**Task description**
Among the lines of the records below, copy those that hold the word "played".

>>>

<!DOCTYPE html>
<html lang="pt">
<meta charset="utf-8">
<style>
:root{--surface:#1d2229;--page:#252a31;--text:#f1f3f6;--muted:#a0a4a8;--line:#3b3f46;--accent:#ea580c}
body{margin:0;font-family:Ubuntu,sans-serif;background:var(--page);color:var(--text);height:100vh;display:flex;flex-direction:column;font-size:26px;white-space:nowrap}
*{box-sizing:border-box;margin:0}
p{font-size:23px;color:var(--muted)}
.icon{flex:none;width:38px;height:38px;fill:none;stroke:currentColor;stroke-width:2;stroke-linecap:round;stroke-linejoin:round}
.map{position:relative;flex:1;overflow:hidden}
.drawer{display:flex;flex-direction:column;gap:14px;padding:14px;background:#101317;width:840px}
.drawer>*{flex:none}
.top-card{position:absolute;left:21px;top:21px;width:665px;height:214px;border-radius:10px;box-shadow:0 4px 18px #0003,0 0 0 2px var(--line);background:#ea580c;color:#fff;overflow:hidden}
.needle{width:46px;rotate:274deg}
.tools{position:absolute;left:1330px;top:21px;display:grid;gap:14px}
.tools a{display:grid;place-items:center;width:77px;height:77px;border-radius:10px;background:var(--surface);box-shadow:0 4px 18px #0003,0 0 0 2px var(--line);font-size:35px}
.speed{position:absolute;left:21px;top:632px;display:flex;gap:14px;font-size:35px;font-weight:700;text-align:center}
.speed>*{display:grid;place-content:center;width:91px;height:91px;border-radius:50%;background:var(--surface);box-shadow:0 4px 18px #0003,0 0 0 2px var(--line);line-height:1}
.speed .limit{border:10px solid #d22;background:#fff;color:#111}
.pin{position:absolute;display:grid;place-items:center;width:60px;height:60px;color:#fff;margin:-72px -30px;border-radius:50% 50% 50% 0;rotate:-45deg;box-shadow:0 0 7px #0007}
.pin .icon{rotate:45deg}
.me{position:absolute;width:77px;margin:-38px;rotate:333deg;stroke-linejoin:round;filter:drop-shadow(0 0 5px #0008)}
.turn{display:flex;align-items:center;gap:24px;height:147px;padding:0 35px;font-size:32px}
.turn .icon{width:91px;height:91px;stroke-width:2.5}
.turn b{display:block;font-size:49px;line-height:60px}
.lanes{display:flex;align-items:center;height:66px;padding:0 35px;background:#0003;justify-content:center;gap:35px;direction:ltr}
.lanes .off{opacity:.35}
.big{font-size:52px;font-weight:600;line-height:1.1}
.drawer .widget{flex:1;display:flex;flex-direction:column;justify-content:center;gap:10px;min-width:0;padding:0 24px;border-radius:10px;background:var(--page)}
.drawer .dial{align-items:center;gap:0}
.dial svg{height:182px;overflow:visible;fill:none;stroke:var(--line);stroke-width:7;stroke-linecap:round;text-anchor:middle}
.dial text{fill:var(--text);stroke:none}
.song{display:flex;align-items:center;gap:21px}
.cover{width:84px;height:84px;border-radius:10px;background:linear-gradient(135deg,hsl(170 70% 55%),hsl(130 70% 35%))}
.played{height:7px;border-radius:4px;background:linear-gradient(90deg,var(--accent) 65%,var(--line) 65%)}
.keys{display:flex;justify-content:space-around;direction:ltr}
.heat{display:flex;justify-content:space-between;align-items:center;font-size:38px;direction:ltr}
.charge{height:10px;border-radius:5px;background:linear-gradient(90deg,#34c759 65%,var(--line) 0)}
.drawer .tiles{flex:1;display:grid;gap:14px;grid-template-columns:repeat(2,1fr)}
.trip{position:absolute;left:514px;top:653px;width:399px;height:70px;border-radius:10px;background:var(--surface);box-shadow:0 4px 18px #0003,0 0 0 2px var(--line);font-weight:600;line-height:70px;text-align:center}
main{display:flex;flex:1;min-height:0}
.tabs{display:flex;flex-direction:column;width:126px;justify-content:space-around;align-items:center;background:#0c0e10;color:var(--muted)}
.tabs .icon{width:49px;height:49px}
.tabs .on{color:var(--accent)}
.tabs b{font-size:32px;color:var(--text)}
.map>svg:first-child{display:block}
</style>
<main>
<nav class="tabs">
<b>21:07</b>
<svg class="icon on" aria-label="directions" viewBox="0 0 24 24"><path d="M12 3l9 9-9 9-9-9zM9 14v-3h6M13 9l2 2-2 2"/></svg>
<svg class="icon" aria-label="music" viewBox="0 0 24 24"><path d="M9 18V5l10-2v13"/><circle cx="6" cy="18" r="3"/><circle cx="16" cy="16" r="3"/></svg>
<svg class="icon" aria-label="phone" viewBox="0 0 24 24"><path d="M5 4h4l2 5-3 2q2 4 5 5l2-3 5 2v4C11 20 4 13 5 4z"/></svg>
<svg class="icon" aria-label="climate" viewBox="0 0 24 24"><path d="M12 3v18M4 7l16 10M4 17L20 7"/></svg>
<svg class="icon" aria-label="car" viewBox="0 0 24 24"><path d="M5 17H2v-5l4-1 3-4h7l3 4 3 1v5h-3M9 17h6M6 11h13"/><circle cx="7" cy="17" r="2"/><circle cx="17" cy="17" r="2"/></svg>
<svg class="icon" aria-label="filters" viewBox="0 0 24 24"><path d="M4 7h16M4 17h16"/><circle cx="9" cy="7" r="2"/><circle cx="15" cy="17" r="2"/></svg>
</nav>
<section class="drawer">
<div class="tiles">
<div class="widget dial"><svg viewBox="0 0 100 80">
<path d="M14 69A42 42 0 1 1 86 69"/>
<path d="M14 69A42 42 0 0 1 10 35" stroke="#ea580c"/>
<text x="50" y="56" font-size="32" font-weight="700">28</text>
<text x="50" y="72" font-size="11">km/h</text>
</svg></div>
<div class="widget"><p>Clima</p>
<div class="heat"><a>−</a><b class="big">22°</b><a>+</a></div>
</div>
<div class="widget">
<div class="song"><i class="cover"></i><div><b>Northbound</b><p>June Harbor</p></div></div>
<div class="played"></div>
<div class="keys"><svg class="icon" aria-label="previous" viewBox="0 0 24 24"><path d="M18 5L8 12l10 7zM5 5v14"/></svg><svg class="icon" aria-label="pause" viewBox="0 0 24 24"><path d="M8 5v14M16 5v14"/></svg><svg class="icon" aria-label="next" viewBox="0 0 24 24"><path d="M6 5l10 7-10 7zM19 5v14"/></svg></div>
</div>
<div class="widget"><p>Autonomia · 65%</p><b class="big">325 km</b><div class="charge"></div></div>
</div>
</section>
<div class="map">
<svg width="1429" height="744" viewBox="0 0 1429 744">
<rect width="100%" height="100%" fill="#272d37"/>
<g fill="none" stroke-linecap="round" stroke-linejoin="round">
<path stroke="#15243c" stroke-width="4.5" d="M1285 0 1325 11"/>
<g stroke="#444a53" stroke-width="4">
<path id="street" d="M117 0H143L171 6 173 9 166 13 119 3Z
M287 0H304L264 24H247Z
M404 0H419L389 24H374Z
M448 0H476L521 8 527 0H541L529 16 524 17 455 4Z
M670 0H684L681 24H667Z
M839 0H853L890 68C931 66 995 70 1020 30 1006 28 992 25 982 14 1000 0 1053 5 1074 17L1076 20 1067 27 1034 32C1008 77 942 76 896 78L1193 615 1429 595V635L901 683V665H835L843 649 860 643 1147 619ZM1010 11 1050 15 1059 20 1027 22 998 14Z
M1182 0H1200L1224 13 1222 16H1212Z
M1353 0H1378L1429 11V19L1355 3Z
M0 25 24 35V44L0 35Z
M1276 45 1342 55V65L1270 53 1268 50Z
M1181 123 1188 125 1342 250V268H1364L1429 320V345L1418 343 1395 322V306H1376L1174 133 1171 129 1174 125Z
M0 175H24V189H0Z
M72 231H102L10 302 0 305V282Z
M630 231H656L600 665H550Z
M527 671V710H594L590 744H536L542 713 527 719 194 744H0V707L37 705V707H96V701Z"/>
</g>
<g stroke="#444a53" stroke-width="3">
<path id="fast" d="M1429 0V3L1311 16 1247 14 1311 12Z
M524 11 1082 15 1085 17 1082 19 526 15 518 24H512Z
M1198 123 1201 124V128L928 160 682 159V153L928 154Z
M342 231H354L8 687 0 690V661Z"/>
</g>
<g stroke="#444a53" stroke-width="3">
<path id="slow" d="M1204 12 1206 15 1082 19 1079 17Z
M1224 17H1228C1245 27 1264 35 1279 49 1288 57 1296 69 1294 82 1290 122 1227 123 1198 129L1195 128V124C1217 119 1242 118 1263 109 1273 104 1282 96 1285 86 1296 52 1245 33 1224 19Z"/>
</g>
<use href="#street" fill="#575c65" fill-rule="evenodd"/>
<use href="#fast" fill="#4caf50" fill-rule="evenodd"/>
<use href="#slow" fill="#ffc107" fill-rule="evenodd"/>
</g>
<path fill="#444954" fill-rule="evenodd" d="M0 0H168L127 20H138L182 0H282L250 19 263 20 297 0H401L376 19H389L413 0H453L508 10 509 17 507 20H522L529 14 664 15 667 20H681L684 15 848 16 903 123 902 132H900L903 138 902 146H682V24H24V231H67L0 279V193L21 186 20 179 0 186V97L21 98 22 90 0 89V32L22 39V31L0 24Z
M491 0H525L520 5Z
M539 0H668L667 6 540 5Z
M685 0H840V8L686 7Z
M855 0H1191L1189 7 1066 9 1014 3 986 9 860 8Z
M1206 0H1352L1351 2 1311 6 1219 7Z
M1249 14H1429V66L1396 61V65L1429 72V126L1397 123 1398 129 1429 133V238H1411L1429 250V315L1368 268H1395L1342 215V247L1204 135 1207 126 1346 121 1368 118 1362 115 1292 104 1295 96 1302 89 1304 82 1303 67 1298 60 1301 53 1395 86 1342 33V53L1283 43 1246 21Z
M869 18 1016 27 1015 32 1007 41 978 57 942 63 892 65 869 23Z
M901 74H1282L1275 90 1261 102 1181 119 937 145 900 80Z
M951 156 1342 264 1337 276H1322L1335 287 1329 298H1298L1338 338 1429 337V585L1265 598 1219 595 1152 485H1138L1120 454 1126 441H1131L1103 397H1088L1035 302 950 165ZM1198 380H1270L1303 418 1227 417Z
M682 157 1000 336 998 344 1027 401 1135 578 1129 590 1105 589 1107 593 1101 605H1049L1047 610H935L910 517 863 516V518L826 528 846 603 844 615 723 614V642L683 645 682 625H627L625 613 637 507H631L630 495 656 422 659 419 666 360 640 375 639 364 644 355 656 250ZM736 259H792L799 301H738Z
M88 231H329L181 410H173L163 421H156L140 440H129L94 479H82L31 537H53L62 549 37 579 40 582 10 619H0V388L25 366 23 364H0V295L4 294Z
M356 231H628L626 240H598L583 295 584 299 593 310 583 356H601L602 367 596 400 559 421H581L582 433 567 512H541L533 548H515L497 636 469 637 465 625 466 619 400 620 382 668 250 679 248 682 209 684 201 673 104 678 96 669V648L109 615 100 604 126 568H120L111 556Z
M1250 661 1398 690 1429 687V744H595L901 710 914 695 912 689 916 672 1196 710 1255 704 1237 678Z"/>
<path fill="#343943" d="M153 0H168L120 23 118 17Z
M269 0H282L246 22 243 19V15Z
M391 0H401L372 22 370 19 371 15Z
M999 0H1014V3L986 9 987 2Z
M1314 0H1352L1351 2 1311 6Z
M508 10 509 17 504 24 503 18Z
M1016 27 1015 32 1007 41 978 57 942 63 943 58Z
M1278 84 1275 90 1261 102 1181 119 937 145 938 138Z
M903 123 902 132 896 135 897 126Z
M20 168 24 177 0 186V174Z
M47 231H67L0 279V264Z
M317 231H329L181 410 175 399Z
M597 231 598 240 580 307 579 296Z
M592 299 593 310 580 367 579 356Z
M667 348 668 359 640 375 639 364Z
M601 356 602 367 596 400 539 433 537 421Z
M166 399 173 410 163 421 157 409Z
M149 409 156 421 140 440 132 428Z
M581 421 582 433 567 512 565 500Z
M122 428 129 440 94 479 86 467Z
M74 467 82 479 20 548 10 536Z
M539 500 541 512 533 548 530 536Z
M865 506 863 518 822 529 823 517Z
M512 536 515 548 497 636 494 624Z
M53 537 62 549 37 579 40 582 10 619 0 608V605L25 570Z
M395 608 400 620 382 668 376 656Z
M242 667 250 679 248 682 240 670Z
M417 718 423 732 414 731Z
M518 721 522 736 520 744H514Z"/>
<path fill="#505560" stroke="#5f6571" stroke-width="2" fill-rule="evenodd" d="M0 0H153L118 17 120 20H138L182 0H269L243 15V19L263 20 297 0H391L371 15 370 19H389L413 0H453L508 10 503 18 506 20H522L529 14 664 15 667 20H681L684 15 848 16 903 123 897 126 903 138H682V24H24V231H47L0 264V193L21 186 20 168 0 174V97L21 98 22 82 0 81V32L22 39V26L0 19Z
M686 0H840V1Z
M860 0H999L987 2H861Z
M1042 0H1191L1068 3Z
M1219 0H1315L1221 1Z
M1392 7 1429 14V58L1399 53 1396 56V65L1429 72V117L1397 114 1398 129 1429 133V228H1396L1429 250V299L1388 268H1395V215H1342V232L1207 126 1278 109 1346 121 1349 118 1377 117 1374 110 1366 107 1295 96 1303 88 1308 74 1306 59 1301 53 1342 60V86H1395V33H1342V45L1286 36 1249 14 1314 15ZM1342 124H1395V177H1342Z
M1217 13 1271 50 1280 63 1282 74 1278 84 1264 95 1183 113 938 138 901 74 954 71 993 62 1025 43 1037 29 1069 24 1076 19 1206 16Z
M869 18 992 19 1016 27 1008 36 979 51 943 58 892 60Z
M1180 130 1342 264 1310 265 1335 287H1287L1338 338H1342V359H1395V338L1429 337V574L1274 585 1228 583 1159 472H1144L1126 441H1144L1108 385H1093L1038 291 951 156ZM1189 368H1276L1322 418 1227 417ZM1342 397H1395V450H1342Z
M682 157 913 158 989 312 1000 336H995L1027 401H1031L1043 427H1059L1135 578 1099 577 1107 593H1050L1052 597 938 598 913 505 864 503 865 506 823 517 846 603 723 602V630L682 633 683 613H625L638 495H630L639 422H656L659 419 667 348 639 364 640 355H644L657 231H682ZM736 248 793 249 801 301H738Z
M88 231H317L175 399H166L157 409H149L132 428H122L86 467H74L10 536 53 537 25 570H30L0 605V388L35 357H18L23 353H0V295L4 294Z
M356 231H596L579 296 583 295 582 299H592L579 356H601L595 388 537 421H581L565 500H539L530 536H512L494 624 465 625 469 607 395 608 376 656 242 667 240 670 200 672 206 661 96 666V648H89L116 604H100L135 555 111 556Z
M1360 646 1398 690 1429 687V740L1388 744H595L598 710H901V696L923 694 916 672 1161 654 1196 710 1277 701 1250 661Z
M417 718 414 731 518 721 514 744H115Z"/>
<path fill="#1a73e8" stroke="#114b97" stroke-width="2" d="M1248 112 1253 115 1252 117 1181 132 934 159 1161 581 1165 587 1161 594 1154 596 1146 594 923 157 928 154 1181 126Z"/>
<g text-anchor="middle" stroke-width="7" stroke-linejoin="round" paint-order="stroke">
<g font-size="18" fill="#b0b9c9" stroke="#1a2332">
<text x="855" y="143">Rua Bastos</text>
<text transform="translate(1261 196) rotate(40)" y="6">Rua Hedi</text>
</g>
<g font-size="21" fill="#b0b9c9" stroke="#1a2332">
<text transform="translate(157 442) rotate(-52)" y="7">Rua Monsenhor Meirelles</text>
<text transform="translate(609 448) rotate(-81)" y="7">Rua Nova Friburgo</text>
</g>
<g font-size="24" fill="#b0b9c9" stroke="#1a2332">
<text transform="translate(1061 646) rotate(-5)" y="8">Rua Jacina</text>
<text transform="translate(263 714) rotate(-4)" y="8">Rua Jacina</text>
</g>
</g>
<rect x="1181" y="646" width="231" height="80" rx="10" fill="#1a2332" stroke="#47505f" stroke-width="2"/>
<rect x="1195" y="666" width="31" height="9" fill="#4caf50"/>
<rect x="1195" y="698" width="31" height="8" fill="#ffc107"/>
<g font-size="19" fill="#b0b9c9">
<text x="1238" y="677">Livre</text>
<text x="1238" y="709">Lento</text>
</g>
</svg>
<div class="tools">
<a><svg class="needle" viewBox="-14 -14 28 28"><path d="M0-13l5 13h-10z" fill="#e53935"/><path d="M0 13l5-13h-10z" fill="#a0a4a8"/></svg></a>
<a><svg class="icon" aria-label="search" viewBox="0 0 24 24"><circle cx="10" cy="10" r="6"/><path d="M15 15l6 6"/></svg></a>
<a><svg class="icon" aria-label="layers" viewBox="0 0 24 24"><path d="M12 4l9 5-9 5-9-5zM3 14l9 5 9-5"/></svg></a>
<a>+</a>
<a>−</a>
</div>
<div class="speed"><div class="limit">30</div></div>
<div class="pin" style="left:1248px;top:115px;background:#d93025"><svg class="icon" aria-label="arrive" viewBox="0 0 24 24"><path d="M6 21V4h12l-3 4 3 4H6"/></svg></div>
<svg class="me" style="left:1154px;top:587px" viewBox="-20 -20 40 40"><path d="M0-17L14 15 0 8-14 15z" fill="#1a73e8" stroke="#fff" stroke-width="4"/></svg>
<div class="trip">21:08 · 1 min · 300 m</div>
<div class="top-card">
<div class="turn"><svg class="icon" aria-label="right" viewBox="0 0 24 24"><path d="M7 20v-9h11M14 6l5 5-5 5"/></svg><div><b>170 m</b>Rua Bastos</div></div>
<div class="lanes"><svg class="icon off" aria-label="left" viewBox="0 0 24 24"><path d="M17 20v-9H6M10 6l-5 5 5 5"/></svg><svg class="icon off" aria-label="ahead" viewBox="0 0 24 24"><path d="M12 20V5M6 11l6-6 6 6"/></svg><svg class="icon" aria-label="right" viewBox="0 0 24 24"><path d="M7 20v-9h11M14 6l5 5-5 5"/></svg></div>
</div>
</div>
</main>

<<<
>>>

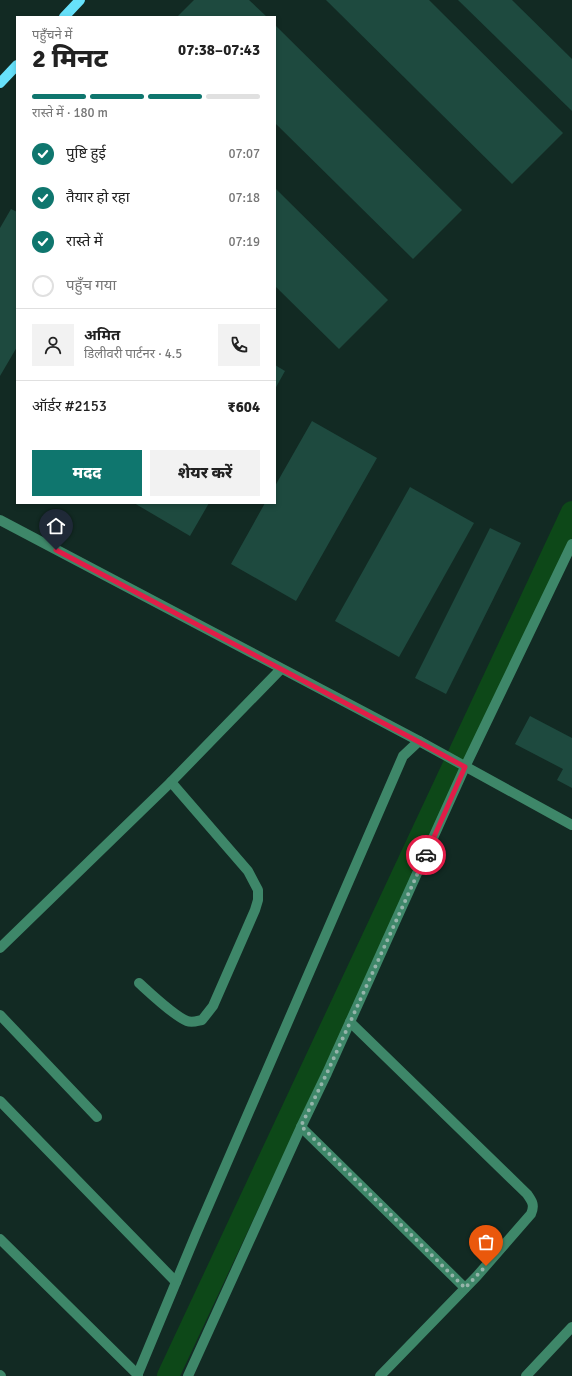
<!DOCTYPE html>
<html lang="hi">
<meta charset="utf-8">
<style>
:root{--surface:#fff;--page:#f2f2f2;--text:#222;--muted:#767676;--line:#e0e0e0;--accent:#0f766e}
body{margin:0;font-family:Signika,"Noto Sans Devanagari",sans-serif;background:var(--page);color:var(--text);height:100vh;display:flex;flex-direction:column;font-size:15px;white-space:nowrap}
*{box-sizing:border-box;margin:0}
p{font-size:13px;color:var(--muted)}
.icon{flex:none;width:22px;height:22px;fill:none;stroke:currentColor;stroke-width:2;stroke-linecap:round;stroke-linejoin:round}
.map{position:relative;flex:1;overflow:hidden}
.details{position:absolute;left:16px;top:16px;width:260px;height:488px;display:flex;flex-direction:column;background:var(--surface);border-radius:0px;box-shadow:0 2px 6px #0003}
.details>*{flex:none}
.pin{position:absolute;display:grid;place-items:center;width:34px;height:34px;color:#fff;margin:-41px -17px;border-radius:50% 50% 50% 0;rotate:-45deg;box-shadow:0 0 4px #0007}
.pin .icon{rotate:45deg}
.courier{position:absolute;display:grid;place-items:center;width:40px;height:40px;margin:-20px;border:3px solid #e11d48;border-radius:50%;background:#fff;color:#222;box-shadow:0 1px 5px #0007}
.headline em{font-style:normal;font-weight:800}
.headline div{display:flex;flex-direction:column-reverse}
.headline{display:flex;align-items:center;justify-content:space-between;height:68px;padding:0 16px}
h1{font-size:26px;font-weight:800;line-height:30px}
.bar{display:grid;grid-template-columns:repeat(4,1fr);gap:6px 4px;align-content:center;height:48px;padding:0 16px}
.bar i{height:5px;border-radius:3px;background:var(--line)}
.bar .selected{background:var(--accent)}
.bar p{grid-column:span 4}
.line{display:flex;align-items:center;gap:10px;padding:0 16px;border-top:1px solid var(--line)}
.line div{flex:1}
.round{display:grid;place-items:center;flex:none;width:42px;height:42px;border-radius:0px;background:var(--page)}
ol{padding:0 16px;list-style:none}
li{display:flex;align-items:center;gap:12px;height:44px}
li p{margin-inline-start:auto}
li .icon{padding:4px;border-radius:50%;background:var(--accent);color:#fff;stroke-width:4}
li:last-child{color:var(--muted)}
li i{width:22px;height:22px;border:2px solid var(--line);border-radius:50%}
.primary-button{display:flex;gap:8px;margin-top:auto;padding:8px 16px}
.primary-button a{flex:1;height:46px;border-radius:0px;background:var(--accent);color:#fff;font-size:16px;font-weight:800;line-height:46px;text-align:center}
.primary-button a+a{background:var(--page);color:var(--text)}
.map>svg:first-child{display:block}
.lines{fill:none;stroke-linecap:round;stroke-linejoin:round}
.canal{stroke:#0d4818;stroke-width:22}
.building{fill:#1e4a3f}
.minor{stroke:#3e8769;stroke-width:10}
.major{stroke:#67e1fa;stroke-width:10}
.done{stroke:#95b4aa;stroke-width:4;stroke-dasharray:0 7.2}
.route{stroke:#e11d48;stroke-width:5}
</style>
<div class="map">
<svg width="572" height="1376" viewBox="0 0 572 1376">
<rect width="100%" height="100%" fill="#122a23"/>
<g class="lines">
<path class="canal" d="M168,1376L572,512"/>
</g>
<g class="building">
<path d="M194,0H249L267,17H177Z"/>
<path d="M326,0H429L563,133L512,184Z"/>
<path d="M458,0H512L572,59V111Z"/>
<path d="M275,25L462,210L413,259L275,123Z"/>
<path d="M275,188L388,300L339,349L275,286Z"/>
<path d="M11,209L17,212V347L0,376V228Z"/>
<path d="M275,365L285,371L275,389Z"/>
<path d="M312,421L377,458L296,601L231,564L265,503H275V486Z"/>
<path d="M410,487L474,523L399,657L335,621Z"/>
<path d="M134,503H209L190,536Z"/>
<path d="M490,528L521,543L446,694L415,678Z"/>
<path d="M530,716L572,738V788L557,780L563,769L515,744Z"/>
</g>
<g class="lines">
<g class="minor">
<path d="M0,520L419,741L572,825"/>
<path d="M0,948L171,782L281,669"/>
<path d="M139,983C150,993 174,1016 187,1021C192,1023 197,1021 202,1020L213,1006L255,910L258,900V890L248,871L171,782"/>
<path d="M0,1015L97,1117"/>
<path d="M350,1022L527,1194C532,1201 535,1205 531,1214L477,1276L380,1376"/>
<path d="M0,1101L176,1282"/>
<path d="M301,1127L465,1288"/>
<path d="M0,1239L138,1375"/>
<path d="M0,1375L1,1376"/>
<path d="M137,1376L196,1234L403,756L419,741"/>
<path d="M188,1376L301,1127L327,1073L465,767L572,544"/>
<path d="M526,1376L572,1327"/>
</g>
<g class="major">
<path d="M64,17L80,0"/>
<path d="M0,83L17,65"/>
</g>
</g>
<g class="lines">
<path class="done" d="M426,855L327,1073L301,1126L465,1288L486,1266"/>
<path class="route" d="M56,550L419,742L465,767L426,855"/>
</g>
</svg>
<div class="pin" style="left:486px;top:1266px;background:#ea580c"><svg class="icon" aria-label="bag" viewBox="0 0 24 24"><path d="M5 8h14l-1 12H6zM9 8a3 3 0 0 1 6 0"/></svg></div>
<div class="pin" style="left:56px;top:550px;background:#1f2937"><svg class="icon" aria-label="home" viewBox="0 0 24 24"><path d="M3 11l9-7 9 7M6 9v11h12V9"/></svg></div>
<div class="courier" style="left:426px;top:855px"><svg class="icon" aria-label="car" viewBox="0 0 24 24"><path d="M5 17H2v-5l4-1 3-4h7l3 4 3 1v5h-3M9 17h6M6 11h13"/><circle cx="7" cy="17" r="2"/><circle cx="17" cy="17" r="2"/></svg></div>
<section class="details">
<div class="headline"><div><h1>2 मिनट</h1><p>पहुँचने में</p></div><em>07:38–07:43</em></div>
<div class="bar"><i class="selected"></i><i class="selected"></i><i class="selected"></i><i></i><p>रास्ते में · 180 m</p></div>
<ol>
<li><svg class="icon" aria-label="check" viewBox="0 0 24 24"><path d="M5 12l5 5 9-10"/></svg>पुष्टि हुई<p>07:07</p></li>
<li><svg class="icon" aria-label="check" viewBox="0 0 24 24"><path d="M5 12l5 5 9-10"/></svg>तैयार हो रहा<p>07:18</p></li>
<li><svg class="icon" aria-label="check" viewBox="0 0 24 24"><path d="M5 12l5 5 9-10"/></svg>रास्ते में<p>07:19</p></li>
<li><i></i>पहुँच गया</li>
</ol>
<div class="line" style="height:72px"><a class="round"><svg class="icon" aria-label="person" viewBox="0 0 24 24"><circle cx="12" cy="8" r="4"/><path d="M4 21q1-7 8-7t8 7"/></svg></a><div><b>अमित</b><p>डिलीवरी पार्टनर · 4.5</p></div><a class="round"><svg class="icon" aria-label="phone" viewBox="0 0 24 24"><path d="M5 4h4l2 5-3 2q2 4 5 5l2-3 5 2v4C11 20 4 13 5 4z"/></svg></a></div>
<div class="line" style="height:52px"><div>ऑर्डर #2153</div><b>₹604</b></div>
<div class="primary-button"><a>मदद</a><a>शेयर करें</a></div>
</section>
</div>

<<<

**Written solution**
.played{height:7px;border-radius:4px;background:linear-gradient(90deg,var(--accent) 65%,var(--line) 65%)}
<div class="played"></div>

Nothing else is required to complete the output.